My Heart and Other Black Holes, by Jasmine Warga
This was the first 2015 debut book I read (that wasn’t my own), and I was only ten pages in when I thought, “Hot damn, the 2015 debut bar is set high.” For a book that deals with such a dark subject matter—depressed protagonist Aysel wants to commit suicide and is looking online for a partner to make sure she sticks to her plan—this book has a surprising sense of humor. Don’t get me wrong, it’s really sad and really painful, but like life, there are still laughs woven in there amongst all the darkness. It makes the book even more human and, as a result, even more moving.
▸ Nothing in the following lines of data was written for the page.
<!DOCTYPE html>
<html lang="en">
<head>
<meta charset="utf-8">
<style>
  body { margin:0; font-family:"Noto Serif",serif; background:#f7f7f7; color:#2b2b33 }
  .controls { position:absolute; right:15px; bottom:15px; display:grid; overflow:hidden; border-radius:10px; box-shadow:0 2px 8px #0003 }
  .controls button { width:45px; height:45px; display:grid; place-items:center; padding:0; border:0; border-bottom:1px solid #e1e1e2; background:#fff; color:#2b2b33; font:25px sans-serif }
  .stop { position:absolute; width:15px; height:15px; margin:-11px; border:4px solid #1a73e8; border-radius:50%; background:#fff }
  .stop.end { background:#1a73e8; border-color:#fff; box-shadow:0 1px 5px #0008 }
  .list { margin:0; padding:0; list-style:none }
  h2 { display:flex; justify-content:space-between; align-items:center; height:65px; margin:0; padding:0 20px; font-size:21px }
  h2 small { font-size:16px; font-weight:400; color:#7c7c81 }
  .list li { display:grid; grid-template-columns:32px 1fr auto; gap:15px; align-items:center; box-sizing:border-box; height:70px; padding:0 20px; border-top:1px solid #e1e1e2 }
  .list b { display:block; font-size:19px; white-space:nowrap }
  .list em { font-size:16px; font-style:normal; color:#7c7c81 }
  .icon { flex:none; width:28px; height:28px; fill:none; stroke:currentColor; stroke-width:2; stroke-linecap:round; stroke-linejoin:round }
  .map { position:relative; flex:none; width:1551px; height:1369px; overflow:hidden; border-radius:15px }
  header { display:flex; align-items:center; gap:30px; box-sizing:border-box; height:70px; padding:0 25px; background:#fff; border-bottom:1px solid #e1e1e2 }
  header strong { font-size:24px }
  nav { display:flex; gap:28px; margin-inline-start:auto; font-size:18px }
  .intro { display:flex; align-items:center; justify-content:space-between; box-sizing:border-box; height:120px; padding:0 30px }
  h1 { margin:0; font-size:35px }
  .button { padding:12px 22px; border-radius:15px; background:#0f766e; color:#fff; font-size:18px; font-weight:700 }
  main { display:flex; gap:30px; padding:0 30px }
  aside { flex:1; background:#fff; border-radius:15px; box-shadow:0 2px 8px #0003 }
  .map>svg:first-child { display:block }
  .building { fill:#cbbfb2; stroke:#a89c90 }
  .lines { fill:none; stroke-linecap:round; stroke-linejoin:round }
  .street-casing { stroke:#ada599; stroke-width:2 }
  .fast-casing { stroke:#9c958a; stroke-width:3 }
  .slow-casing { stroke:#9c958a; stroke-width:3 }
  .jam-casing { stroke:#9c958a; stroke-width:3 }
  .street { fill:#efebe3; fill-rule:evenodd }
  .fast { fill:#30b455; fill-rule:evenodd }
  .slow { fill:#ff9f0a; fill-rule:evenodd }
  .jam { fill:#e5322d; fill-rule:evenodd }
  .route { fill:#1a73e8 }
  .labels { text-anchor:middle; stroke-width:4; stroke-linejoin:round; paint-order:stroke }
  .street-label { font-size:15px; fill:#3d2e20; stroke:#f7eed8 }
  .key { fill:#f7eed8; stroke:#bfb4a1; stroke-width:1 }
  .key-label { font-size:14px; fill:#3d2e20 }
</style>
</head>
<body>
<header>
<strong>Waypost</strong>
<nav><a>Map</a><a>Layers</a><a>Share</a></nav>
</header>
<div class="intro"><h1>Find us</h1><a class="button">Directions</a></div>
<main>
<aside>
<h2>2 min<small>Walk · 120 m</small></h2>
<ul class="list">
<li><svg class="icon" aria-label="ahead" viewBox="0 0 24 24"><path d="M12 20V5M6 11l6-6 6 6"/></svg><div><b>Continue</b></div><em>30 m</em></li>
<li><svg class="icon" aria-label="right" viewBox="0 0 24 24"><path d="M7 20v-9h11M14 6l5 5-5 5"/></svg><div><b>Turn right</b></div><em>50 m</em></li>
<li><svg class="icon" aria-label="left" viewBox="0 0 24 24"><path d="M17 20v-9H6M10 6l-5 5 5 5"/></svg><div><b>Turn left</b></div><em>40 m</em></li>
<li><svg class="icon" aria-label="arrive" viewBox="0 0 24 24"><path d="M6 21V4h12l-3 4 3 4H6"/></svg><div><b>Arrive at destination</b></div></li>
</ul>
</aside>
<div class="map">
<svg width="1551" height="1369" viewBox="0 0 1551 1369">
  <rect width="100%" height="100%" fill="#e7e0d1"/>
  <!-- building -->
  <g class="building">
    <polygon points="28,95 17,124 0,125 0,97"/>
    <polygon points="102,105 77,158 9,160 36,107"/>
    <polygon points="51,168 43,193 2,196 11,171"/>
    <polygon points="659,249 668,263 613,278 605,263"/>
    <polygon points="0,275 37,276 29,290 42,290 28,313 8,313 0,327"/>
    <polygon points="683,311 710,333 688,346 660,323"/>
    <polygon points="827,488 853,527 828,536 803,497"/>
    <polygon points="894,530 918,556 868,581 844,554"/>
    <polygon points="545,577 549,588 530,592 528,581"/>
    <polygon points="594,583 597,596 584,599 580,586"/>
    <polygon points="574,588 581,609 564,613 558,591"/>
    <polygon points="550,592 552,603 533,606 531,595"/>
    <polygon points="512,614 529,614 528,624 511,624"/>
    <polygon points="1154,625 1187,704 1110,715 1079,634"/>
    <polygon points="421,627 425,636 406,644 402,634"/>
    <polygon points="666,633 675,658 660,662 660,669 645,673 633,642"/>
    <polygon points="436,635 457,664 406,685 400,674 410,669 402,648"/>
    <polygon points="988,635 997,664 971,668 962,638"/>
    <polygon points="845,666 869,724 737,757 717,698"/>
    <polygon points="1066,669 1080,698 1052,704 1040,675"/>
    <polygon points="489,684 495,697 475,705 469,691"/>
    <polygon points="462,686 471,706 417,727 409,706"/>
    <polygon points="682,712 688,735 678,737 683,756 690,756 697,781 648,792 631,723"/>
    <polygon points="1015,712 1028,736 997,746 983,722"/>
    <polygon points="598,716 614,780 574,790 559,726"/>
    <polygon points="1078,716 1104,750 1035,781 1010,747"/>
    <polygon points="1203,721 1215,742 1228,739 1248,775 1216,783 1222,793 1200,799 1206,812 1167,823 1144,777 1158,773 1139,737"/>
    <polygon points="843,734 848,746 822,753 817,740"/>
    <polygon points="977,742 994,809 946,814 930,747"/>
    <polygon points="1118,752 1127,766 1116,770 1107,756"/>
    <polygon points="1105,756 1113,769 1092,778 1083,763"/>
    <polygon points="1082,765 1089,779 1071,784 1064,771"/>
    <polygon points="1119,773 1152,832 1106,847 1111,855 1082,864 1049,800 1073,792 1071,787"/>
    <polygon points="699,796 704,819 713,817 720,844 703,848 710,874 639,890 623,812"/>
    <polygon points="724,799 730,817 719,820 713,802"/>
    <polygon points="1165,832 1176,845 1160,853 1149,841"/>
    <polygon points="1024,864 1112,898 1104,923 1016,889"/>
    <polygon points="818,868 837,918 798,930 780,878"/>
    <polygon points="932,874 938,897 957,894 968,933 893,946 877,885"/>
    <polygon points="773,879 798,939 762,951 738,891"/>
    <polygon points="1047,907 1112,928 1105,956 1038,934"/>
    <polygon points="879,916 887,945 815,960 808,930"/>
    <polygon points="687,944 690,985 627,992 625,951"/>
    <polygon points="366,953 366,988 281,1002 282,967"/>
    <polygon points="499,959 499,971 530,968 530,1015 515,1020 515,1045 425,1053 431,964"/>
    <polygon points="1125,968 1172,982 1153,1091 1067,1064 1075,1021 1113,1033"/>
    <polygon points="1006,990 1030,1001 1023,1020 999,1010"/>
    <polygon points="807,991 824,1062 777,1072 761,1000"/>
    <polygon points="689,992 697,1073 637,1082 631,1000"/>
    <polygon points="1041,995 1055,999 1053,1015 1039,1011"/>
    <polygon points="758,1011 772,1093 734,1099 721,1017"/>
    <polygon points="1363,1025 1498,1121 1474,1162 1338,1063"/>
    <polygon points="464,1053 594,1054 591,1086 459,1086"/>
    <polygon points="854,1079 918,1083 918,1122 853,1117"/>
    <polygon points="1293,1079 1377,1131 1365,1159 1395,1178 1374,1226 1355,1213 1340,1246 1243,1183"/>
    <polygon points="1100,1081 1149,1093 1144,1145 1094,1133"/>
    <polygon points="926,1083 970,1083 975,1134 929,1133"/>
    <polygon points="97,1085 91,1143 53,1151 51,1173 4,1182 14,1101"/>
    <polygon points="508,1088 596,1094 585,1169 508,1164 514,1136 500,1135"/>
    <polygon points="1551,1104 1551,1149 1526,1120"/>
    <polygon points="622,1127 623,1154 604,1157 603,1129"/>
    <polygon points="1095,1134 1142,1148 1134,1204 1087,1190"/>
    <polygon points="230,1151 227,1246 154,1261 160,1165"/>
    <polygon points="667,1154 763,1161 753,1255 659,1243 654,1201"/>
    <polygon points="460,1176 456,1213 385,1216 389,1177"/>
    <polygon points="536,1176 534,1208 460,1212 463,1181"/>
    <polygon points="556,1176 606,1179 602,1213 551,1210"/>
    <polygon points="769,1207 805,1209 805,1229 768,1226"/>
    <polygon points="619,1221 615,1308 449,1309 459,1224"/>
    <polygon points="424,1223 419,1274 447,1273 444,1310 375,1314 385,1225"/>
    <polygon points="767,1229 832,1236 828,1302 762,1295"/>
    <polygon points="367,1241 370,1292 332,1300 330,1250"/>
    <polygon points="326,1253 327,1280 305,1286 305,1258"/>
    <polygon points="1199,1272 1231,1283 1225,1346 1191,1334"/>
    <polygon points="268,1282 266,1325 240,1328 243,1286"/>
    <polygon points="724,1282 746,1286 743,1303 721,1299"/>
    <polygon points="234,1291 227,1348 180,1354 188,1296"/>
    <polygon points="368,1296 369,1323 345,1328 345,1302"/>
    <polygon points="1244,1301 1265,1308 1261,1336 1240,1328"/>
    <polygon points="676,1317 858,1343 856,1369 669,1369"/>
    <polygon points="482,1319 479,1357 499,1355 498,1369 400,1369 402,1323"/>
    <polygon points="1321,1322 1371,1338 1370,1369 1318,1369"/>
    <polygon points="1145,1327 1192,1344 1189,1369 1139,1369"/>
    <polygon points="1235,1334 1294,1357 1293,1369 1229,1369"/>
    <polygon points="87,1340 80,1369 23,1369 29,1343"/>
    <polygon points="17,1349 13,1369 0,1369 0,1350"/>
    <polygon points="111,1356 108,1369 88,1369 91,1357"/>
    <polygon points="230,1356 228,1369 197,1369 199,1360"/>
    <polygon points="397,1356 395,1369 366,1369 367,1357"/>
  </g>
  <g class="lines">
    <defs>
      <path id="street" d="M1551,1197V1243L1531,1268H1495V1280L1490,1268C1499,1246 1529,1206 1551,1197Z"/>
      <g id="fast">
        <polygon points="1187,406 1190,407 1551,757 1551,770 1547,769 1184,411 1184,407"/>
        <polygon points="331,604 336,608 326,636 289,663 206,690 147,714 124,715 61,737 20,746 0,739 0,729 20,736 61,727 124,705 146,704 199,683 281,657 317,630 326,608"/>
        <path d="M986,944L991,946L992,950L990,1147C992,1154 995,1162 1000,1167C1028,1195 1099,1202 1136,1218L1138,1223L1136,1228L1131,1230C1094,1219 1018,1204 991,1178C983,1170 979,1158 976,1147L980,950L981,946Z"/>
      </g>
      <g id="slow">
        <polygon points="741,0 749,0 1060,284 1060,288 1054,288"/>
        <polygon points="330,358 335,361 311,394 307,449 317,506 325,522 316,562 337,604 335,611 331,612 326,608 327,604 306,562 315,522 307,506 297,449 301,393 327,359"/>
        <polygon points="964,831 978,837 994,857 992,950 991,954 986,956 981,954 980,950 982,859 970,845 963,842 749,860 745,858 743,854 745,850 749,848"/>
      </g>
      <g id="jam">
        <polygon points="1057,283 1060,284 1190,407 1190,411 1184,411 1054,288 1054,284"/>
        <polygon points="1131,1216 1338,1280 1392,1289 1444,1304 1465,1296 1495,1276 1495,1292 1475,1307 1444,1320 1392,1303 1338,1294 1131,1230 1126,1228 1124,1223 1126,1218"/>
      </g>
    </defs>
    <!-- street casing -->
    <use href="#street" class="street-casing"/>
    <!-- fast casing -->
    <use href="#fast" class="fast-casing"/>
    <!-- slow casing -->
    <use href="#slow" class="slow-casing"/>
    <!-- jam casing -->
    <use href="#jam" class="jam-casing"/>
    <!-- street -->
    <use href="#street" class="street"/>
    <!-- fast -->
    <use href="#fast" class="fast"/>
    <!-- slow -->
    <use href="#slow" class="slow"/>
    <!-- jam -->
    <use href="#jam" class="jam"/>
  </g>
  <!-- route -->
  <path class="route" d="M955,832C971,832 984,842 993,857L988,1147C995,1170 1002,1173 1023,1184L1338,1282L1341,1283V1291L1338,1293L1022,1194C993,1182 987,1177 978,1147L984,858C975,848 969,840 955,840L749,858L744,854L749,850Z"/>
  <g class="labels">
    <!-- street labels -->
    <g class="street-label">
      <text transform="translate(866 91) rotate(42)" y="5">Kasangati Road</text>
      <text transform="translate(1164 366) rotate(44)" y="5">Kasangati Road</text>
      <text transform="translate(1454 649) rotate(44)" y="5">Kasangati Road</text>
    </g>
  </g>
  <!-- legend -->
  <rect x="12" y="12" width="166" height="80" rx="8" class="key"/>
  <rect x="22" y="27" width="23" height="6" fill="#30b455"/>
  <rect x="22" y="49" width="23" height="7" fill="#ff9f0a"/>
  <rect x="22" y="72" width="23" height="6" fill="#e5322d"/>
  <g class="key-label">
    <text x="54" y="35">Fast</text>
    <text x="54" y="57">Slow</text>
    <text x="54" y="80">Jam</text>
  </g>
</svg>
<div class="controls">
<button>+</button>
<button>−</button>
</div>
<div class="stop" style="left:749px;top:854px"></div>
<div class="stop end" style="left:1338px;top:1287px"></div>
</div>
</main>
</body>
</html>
The Distance Between Lost and Found, by Kathryn Holmes
When I finished reading this one, I was astounded to learn that author Kathryn Holmes had never lived through an experience like this. It’s a lost-in-the-wilderness survival story and it plays out in this way that feels so true-to-life, with every tiny detail, every injury, every missed meal accounted for incredibly well. It has a wonderful emotional arc for main character Hallelujah, too, who struggles to gain her confidence back after a dude in her church youth group—who happens to be the preacher’s son—has spread awful lies about her. There are definitely some religious themes, which I thought might be off-putting, but they’re handled in thoughtful, interesting ways that add to the richness of the story. I guess what I’m saying is: maybe skip The Revenant and read this book instead.
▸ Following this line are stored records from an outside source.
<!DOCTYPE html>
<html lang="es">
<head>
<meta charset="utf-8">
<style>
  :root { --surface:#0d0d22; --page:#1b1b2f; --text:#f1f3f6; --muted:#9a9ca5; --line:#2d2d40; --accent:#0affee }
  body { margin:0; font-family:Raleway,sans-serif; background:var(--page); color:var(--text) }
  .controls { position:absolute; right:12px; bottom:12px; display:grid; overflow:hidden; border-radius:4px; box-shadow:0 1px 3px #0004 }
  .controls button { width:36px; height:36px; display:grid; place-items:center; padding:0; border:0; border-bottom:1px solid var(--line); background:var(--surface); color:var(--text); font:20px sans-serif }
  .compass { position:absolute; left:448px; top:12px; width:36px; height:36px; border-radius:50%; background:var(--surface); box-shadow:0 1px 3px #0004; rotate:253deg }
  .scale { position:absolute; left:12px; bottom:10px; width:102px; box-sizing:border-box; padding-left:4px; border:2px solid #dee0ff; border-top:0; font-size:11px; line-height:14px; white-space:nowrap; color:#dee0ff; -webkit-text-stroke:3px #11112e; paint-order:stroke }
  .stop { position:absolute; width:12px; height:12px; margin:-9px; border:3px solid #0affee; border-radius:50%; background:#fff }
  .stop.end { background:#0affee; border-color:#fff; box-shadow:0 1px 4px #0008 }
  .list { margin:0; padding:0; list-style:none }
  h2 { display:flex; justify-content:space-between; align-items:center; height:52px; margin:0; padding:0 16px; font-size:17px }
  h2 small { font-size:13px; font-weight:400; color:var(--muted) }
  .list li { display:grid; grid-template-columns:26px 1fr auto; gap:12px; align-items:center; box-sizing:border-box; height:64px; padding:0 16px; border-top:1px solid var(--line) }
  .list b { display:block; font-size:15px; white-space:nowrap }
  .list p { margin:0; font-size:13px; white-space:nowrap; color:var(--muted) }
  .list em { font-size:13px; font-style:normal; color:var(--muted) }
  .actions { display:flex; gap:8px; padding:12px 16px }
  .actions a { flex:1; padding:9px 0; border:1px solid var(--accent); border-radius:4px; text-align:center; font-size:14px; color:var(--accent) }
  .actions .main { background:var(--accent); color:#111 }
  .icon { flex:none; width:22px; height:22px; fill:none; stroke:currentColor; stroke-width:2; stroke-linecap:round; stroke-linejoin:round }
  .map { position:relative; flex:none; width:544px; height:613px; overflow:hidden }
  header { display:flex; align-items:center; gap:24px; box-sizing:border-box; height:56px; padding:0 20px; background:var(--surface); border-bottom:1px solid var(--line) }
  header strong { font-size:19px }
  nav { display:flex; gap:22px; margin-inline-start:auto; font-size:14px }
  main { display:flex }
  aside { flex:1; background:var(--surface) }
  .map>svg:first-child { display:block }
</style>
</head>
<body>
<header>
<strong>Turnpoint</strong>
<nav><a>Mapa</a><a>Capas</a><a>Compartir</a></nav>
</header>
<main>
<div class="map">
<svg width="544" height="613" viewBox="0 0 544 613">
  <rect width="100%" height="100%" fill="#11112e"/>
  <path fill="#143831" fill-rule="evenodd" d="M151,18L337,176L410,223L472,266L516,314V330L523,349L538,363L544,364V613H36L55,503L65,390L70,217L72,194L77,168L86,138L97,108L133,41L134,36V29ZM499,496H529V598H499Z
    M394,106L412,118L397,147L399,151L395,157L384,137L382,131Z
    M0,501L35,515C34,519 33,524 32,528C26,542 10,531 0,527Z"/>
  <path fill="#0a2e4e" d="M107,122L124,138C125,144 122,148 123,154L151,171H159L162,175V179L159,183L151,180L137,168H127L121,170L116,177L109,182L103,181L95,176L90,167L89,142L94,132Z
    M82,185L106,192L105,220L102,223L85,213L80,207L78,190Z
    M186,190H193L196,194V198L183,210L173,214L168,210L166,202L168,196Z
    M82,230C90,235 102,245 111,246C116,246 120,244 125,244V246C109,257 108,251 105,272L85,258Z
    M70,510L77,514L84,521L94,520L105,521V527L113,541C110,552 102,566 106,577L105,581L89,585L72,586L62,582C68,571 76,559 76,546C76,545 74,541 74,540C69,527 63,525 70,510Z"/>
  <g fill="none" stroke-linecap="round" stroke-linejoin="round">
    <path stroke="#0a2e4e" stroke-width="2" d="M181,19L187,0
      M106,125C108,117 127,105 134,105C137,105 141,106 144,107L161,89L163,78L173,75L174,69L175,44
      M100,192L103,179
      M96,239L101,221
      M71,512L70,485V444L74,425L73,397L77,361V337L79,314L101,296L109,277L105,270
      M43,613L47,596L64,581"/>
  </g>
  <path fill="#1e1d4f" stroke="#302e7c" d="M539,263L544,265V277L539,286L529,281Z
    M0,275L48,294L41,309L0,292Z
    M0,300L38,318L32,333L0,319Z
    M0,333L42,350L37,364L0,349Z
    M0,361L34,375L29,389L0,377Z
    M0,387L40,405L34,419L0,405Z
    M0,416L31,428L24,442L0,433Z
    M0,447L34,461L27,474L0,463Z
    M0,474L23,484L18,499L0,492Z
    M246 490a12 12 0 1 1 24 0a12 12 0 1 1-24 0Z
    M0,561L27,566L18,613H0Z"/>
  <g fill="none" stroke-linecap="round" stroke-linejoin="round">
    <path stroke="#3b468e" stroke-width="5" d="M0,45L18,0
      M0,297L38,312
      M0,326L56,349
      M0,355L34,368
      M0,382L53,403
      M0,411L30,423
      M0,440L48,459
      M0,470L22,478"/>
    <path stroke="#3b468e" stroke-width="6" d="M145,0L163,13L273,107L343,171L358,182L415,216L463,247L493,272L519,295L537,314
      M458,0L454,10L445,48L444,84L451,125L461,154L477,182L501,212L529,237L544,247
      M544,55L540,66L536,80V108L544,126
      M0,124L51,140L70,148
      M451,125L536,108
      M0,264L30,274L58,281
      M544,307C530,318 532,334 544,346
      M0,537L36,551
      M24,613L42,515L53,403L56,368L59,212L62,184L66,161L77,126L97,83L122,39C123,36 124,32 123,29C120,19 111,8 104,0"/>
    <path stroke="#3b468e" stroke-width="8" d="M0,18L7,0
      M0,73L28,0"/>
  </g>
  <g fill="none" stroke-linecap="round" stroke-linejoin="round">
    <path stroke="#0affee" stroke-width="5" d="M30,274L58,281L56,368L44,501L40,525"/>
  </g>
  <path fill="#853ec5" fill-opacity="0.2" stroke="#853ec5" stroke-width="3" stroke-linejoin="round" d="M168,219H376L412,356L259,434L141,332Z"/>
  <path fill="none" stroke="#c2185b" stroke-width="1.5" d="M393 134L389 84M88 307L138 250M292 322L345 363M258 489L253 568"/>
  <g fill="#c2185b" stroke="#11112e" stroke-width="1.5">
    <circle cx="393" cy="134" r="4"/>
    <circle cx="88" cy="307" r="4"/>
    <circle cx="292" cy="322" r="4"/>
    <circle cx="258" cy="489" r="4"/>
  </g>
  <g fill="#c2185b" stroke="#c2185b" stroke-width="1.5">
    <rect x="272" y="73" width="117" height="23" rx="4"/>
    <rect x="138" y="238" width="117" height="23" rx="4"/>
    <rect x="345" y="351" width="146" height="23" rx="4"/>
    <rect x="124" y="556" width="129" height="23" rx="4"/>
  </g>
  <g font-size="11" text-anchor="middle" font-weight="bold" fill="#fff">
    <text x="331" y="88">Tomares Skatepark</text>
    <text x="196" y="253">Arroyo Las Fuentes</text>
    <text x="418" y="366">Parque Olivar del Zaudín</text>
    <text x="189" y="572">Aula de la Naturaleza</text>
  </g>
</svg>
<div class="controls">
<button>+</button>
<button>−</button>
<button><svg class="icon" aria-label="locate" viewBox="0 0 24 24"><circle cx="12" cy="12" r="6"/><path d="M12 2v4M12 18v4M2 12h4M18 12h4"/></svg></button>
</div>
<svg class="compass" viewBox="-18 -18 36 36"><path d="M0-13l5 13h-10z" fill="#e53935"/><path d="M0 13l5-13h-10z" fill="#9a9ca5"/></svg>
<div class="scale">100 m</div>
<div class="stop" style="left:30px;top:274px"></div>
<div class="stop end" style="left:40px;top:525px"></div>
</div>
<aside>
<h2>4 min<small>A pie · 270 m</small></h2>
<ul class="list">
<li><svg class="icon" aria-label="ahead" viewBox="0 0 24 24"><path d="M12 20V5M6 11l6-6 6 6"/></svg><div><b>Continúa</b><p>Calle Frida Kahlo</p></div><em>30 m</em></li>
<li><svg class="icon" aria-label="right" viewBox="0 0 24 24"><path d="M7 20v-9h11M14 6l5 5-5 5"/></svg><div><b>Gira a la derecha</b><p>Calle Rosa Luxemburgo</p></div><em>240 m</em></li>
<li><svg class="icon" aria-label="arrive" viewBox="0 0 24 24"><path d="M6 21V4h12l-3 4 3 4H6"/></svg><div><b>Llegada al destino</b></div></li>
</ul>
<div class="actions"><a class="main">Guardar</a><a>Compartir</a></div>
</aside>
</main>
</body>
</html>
None of the Above, by I.W. Gregorio
It’s an amazing thing when you finish reading a highly engaging piece of fiction and feel like you’ve genuinely learned something, too. This book expanded my mind and my empathy without ever feeling preachy. Popular high school senior Kristin learns early on in the novel that she’s intersex, meaning that, though she presents as a female, she also has male organs. Soon the whole school finds out, and suffice it to say, Kristin quickly becomes a lot less popular. The story is told in a grounded, believable way, with characters you truly care about, so it never for a moment feels didactic. That said, it does force you to examine your own thoughts about gender, to wonder what you would do if you discovered this about yourself or your partner, which is why I truly believe this book should be required reading for every human being.
The Honest Truth, by Dan Gemeinhart
This book is sort of a MG cousin to The Distance Between Lost and Found—it’s the story of a young, terminally ill boy and his dog, making a trek up a mountain with the potentially limited time the boy has left–and it’s just as beautifully done. I cried a lot throughout this one and, even though I’m not a huge animal person, when I got to the last page, I thought, “Man, maybe I should get a dog,” which, trust me, says a lot about how terrific this book is. (It’s also worth mentioning that Dan’s second book, Some Kind of Courage, comes out today!)
Everything, Everything, by Nicola Yoon
You can actually feel the love bursting off the pages of this book, which is a huge-hearted delight from cover to cover. It follows Maddy—a girl whose compromised immune system means she’s never been able to leave the house her whole life—and what happens when she starts crushing on the new boy who’s moved in next door. The tone is unique, and Yoon nails it—grounded yet playful, moving without ever being precious, and along with the text, the book is filled with emails, graphs, and brilliant drawings by David Yoon, who, yes, happens to be the author’s husband. (I’m telling you; the love oozes.) As if all that’s not enough, it’s unpredictable, too, always a step ahead of the reader. So, yeah, if you like love and surprises and joy, this one’s worth a look.